Performances clés
Caractéristiques techniques
Moteur
- Cylindrée
- 1783 cc
- Puissance
- 125.0 ch @ 6200 tr/min (91.9 kW)
- Couple
- 158.9 Nm @ 3200 tr/min
- Moteur
- Bicylindre en V à 54°, 4 temps
- Refroidissement
- liquide
- Taux de compression
- 10.5 : 1
- Alésage × course
- 112 x 90.5 mm
- Soupapes/cylindre
- 4
- Arbres à cames
- 2 ACT
- Alimentation
- Injection
Châssis
- Cadre
- Double berceau en acier
- Boîte de vitesses
- boîte à 5 rapports
- Transmission finale
- Cardan
- Suspension avant
- Fourche téléhydraulique inversée Ø 43 mm, déb : 130 mm
- Suspension arrière
- Mono-amortisseur, déb : 118 mm
Freins
- Frein avant
- Freinage 2 disques Ø 310 mm, fixation radiale, étrier 4 pistons
- Frein arrière
- Freinage 1 disque Ø 275 mm, étrier 2 pistons
- Pneu avant
- 130/70-18
- Pression avant
- 2.50 bar
- Pneu arrière
- 240/40-18
- Pression arrière
- 2.90 bar
Dimensions
- Hauteur de selle
- 705.00 mm
- Réservoir
- 19.50 L
- Poids
- 347.00 kg
- Poids à sec
- 319.00 kg
- Prix neuf
- 14 399 €
Présentation
Tu te souviens de l'époque où les power-cruisers japonais essayaient de défoncer le mur du son avec des bicylindres surdimensionnés ? Suzuki, souvent un peu en retrait dans cette course à la démesure, a finalement lâché sa propre bombe en 2012 avec la VZ-R Intruder M 1800 R. Ce n’était pas la plus grosse cylindrée du gang, face à la Triumph Rocket III ou à la Kawasaki VN 2000, mais le constructeur a joué une carte différente : la puissance pure. Avec 125 chevaux délivrés à 6200 tr/min, ce moteur de 1783 cm³ envoyait un message clair à la concurrence.

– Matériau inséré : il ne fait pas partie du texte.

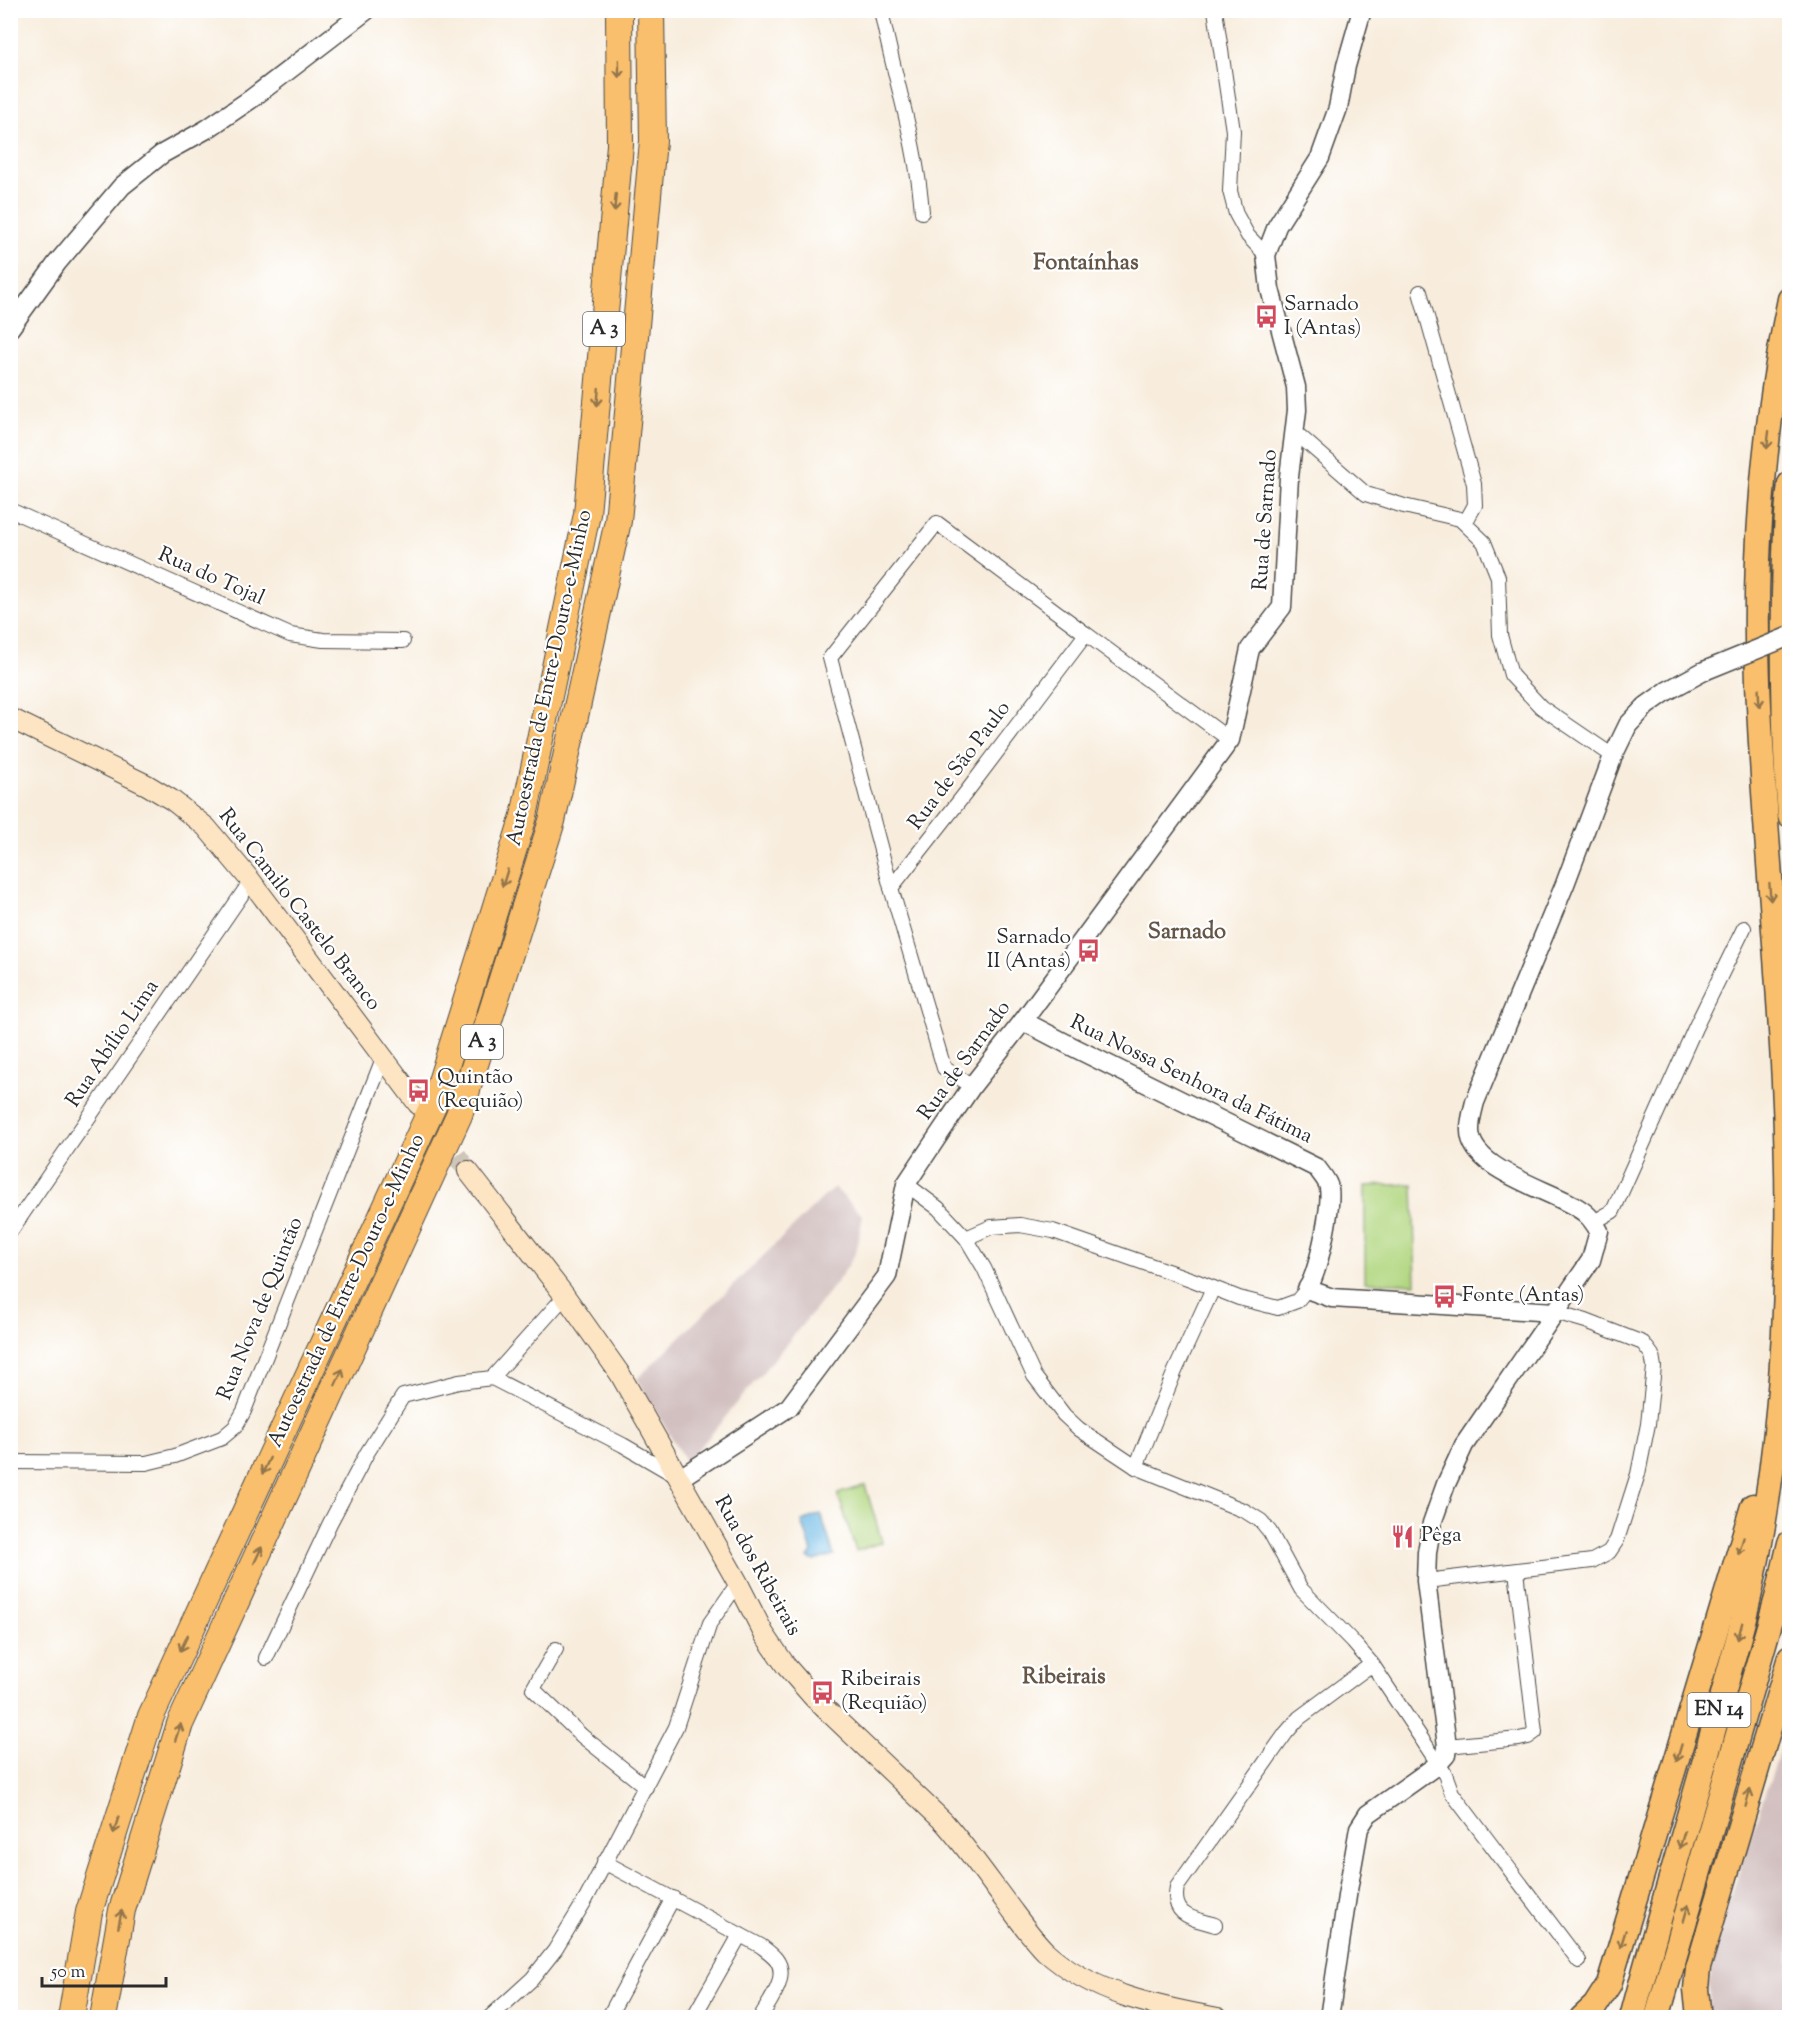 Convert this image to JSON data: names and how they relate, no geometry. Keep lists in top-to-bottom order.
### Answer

La philosophie mécanique est fascinante. Suzuki a opté pour un V-twin à l'alésage monstrueux de 112 mm, le plus gros jamais vu sur une moto de série à l'époque, couplé à une course relativement courte. Le résultat ? Une puissance qui arrive plus haut dans les tours, une approche qui rappelle davantage un bloc sportif qu'un traditionnel moulin à couple. Les 158,9 Nm sont bien présents, mais l’âme de cette machine est celle d’un dragster déguisé en custom. On est loin de la logique tout en bas régime des Harley-Davidson ou des Road Star. C’est un animal qui demande à être monté, qui se réveille vraiment quand le compte-tours digital s’affole.
Et justement, parlons de ce compte-tours. Le tableau de bord est un ovni dans ce segment. Un petit écran numérique façon VTR SP-1 planté devant le guidon, et un gros compteur analogique sur le réservoir, allègrement gradué jusqu’à 240 km/h. Cela en dit long sur les ambitions de la bête. La ligne elle-même assume ce côté futuriste et tranchant, avec une fourche inversée de 43 mm et un freinage radial qui étaient, à l’époque, une gifle aux traditions du custom. Le pneu arrière de 240 mm de large est dans les normes du genre, mais le train avant, lui, clame son héritage sportif.
À qui s’adresse-t-elle ? Certainement pas au novice, effrayé par ses 347 kg tous pleins faits et son caractère potentiellement traître si on manque de respect à son moteur. C’est la monture du routard exigeant qui veut de la distance sans renoncer à des accès de folie sur route sinueuse, ou du fan de customs qui refuse le folklore pour privilégier la performance brute. Son prix de 14399 € la plaçait en rivale directe des muscle bikes anglaises et américaines.

Aujourd’hui, la M 1800 R reste un ovni, le dernier et le plus radical des power-cruisers japonais. Elle n’a pas la polyvalence d’une Rocket III, ni le caractère intemporel d’une Harley. Mais elle possède une personnalité unique, une pointe de folie technique et une esthétique agressive qui lui permettent de vieillir avec une certaine grâce. C’était la preuve que Suzuki pouvait, quand il le voulait vraiment, lancer un pavé dans la mare des gros cubes.